Every line in the entries that holds "rows" should be identified and copied.

# Available records
•••
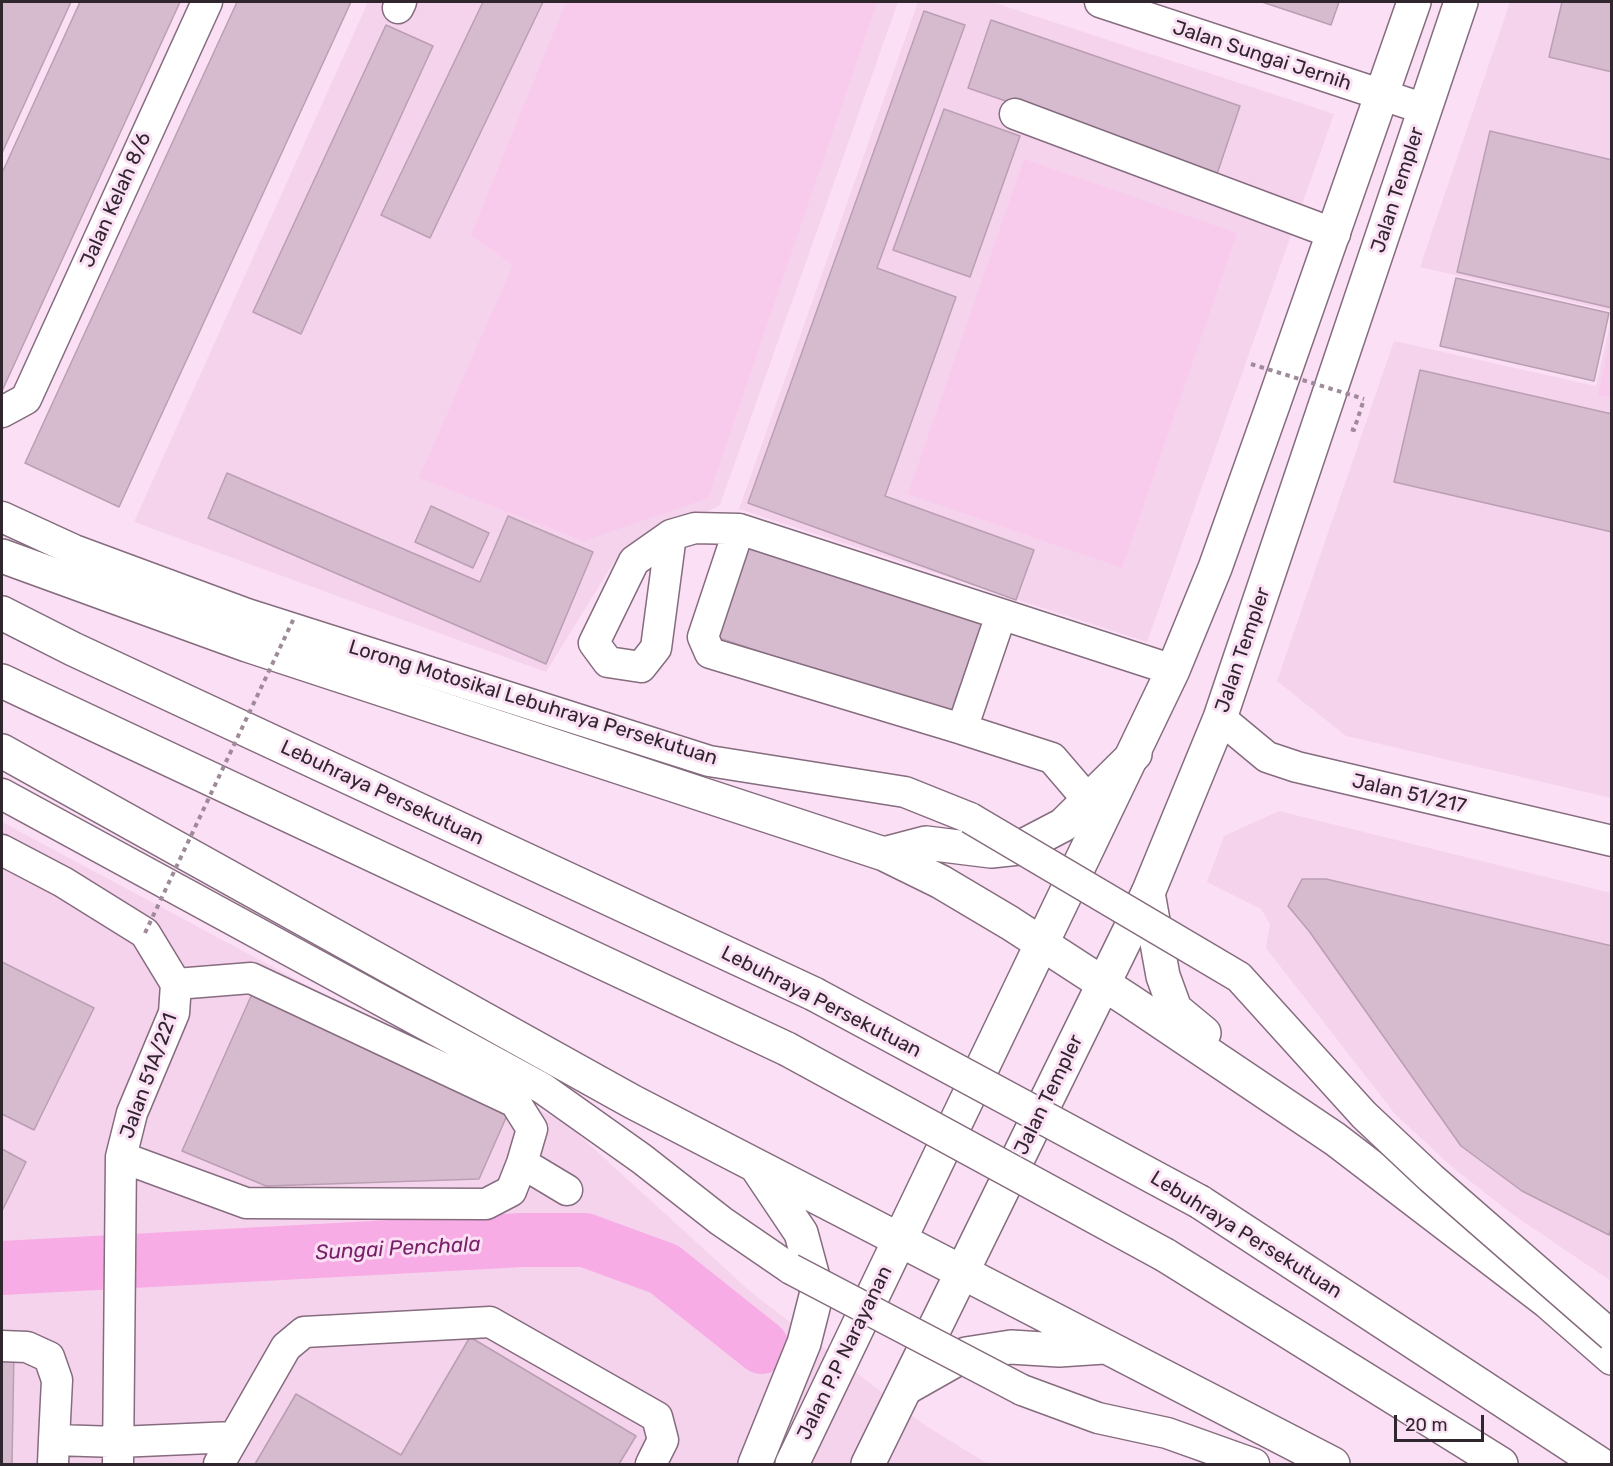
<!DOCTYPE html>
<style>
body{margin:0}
#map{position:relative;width:1613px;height:1466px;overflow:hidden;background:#fbdff4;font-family:Rubik,sans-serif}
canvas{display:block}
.frame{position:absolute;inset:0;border:3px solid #30262e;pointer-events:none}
.scale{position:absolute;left:1394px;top:1415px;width:90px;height:27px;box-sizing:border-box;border:3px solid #30262e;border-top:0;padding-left:8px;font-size:18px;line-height:21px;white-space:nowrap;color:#30262e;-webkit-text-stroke:4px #fbdff4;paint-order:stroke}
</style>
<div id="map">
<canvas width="1613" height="1466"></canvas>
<div class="frame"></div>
<div class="scale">20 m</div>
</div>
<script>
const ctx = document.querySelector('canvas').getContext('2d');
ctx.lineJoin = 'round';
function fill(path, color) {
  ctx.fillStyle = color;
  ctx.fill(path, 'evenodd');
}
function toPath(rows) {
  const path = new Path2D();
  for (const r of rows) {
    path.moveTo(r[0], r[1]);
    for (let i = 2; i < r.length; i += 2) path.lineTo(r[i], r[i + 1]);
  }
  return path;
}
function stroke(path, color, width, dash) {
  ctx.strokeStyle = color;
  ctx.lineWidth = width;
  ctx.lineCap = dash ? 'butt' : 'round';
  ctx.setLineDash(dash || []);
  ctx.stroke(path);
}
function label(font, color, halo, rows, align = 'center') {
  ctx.font = font + ' Rubik,sans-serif';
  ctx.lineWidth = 6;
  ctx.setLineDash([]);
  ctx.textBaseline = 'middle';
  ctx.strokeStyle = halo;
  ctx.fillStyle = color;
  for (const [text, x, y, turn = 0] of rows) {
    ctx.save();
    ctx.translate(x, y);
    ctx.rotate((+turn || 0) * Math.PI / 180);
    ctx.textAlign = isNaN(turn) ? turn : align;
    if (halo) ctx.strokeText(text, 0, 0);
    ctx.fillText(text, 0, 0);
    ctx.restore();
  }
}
const built = toPath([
 [368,2,898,2,720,505,614,562,546,672,134,522],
 [918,2,992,2,1334,114,1147,642,739,509],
 [1510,2,1611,2,1611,311,1420,267],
 [1611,320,1611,798,1346,736,1277,681,1394,341,1596,386],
 [1279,811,1611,893,1611,1281,1512,1214,1451,1166,1395,1114,1266,948,1270,924,1261,909,1207,882,1224,836],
 [2,822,568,1125,752,1293,926,1426,988,1464,2,1464]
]);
const green = toPath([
 [566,2,877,2,708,498,584,541,419,478,513,265,471,235],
 [1024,159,1237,233,1122,568,908,494],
 [1611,337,1611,398,1598,395]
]);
const river = toPath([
 [2,1268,523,1240,585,1240,664,1269,762,1347]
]);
const building = toPath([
 [2,2,71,2,2,153,2,2],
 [80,2,180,2,2,391,2,173,80,2],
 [237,2,351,2,119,507,25,463,237,2],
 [483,2,543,2,430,238,381,215,483,2],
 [1262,2,1339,2,1331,25,1262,2],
 [1562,2,1612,2,1612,72,1549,57,1562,2],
 [924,11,965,25,877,268,956,297,885,496,1034,550,1016,600,748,503,924,11],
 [991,20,1240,106,1217,174,968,88,991,20],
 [386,25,433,46,301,334,253,312,386,25],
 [944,109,1020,136,970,277,893,250,944,109],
 [1490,131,1612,160,1612,308,1457,272,1490,131],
 [1456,278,1609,313,1594,381,1440,346,1456,278],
 [1420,370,1612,414,1612,532,1394,482,1420,370],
 [227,473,480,582,508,516,593,552,546,664,208,518,227,473],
 [431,506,489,533,473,568,415,542,431,506],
 [747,547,982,624,950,715,719,638,747,547],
 [1302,879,1326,879,1612,946,1612,1224,1609,1235,1522,1191,1461,1146,1309,931,1288,906,1302,879],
 [2,962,94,1008,34,1130,2,1114,2,962],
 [252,994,509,1111,479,1179,266,1186,182,1151,252,994],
 [2,1149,26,1162,2,1211,2,1149],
 [470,1337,636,1436,619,1464,255,1464,296,1394,401,1455,470,1337],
 [2,1350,14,1350,12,1464,2,1464,2,1350]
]);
const path = toPath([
 [1351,429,1354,430,1364,399]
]);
const minor = toPath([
 [1100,2,1425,109],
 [398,8,401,2],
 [1015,114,1335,234],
 [2,412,26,399,207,2],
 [2,517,74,550,247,614,709,761,905,792,970,818],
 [671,535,656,648,641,667,608,662,594,643,634,561,671,535,695,528,739,529],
 [1001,615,962,729,710,653,703,637,739,529,1173,670],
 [1220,718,1267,757,1297,767,1612,841],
 [962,729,1052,758,1088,800],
 [2,794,542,1088,642,1159,721,1221,791,1269],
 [2,850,63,882,145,933,176,984,174,1013,132,1113,121,1157,118,1464],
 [121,1157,246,1203,486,1204,511,1191,522,1163,532,1129,515,1102,251,978,176,984],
 [522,1163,567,1190],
 [2,1346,27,1347,49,1357,57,1380,54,1440],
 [1022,1390,1098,1418,1167,1433,1254,1464],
 [53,1464,54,1440,118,1442,233,1437],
 [219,1464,286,1347,304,1332,490,1322,657,1417,663,1440,651,1464]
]);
const major = toPath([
 [792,1464,1173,670,1215,568,1273,405,1414,2],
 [868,1464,1148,893,1220,718,1461,2]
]);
const highway = toPath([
 [2,556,247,645,884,854,941,882,1010,923,1130,1001,1335,1139,1548,1302,1612,1358],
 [2,613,73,649,814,994],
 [2,681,787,1049],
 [2,751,633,1102,1333,1464],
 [884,854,926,843,991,851,1019,848,1063,825,1135,754],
 [1148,893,1163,976,1175,1009,1204,1033],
 [1200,1202,1600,1464],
 [1165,1255,1501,1464],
 [906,1388,966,1354,1011,1347,1059,1350,1104,1347],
 [755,1464,804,1343,817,1292,801,1233,758,1169]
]);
const pathBridge = toPath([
 [1251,364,1364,399],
 [145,933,295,616]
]);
const minorBridge = toPath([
 [970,818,1239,977,1364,1115,1431,1178,1612,1336],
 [791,1269,1022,1390]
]);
const highwayBridge = toPath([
 [814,994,1200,1202],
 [787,1049,1165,1255]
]);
const streetNames = [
 ["Jalan Sungai Jernih",1262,56,18],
 ["Jalan Templer",1398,190,-72],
 ["Jalan Kelah 8/6",116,200,-66],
 ["Jalan Templer",1243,650,-71],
 ["Lorong Motosikal Lebuhraya Persekutuan",533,703,17],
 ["Lebuhraya Persekutuan",382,793,25],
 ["Jalan 51/217",1409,794,13],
 ["Lebuhraya Persekutuan",821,1002,27],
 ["Jalan 51A/221",149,1076,-70],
 ["Jalan Templer",1049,1095,-64],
 ["Lebuhraya Persekutuan",1246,1235,32],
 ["Jalan P.P Narayanan",845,1353,-64]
];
const waterNames = [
 ["Sungai Penchala",398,1249,-3]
];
fill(built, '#f6d3ed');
fill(green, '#f8cbed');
stroke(river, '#f7ace5', 54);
fill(building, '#d6bbcf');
stroke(building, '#ba9fb3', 1.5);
stroke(minor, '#856c7e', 33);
stroke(major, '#856c7e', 36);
stroke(highway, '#856c7e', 36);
stroke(path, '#9e8a99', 4, [4.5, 4.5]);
stroke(minor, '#fff', 30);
stroke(major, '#fff', 33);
stroke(highway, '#fff', 33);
stroke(minorBridge, '#856c7e', 33, []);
stroke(highwayBridge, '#856c7e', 36, []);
stroke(pathBridge, '#9e8a99', 4, [4.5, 4.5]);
stroke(minorBridge, '#fff', 30);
stroke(highwayBridge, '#fff', 33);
label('20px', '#30262e', '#fbdff4', streetNames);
label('italic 21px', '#762168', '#fbdff4', waterNames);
</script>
•••
# Result below
function toPath(rows) {
  for (const r of rows) {
function label(font, color, halo, rows, align = 'center') {
  for (const [text, x, y, turn = 0] of rows) {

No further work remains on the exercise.